▸ Data records:

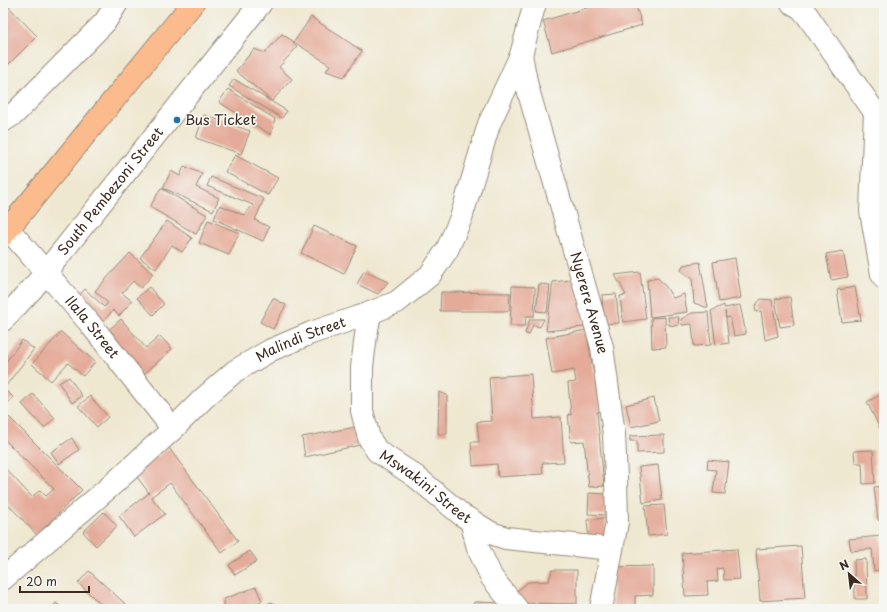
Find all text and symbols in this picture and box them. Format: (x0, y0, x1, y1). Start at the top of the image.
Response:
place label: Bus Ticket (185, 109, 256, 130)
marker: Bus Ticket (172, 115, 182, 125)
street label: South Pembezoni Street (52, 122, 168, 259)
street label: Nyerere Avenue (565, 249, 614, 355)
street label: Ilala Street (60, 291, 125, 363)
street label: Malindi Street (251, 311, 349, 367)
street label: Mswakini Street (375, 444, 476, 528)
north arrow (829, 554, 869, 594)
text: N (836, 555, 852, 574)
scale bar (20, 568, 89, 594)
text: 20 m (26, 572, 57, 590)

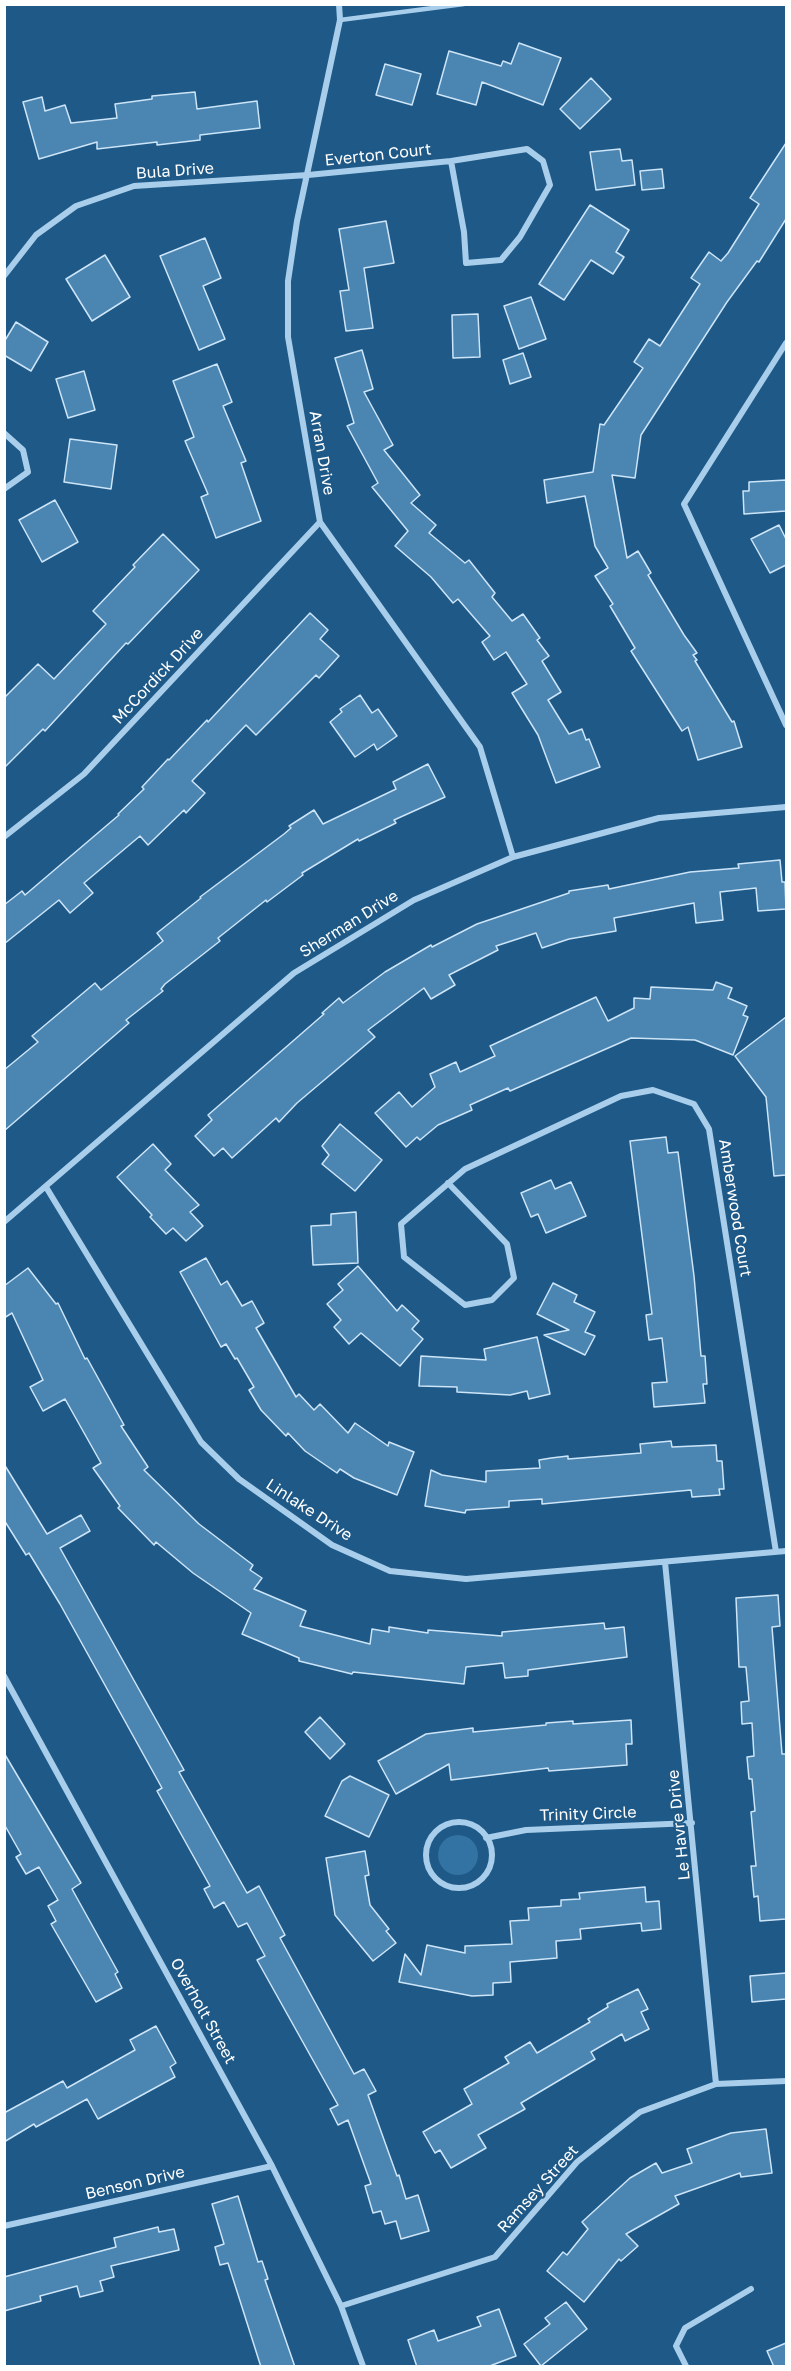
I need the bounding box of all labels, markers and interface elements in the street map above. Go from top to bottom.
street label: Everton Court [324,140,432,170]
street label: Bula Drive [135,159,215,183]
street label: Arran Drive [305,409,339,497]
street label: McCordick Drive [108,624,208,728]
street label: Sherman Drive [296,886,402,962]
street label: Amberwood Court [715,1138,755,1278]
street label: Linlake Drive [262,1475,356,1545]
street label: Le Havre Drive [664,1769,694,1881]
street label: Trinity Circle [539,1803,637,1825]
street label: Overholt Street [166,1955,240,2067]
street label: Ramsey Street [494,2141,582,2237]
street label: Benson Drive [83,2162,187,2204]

▸ Requirement: Pictures stay out; copy every entry above exactly.

▸ Answer for the task:
Find all text and symbols in this picture and box them. Format: (x0, y0, x1, y1). Start at the top of the image.
Response:
place label: Bus Ticket (185, 109, 256, 130)
marker: Bus Ticket (172, 115, 182, 125)
street label: South Pembezoni Street (52, 122, 168, 259)
street label: Nyerere Avenue (565, 249, 614, 355)
street label: Ilala Street (60, 291, 125, 363)
street label: Malindi Street (251, 311, 349, 367)
street label: Mswakini Street (375, 444, 476, 528)
north arrow (829, 554, 869, 594)
text: N (836, 555, 852, 574)
scale bar (20, 568, 89, 594)
text: 20 m (26, 572, 57, 590)

I need the bounding box of all labels, markers and interface elements in the street map above. Go from top to bottom.
street label: Everton Court [324,140,432,170]
street label: Bula Drive [135,159,215,183]
street label: Arran Drive [305,409,339,497]
street label: McCordick Drive [108,624,208,728]
street label: Sherman Drive [296,886,402,962]
street label: Amberwood Court [715,1138,755,1278]
street label: Linlake Drive [262,1475,356,1545]
street label: Le Havre Drive [664,1769,694,1881]
street label: Trinity Circle [539,1803,637,1825]
street label: Overholt Street [166,1955,240,2067]
street label: Ramsey Street [494,2141,582,2237]
street label: Benson Drive [83,2162,187,2204]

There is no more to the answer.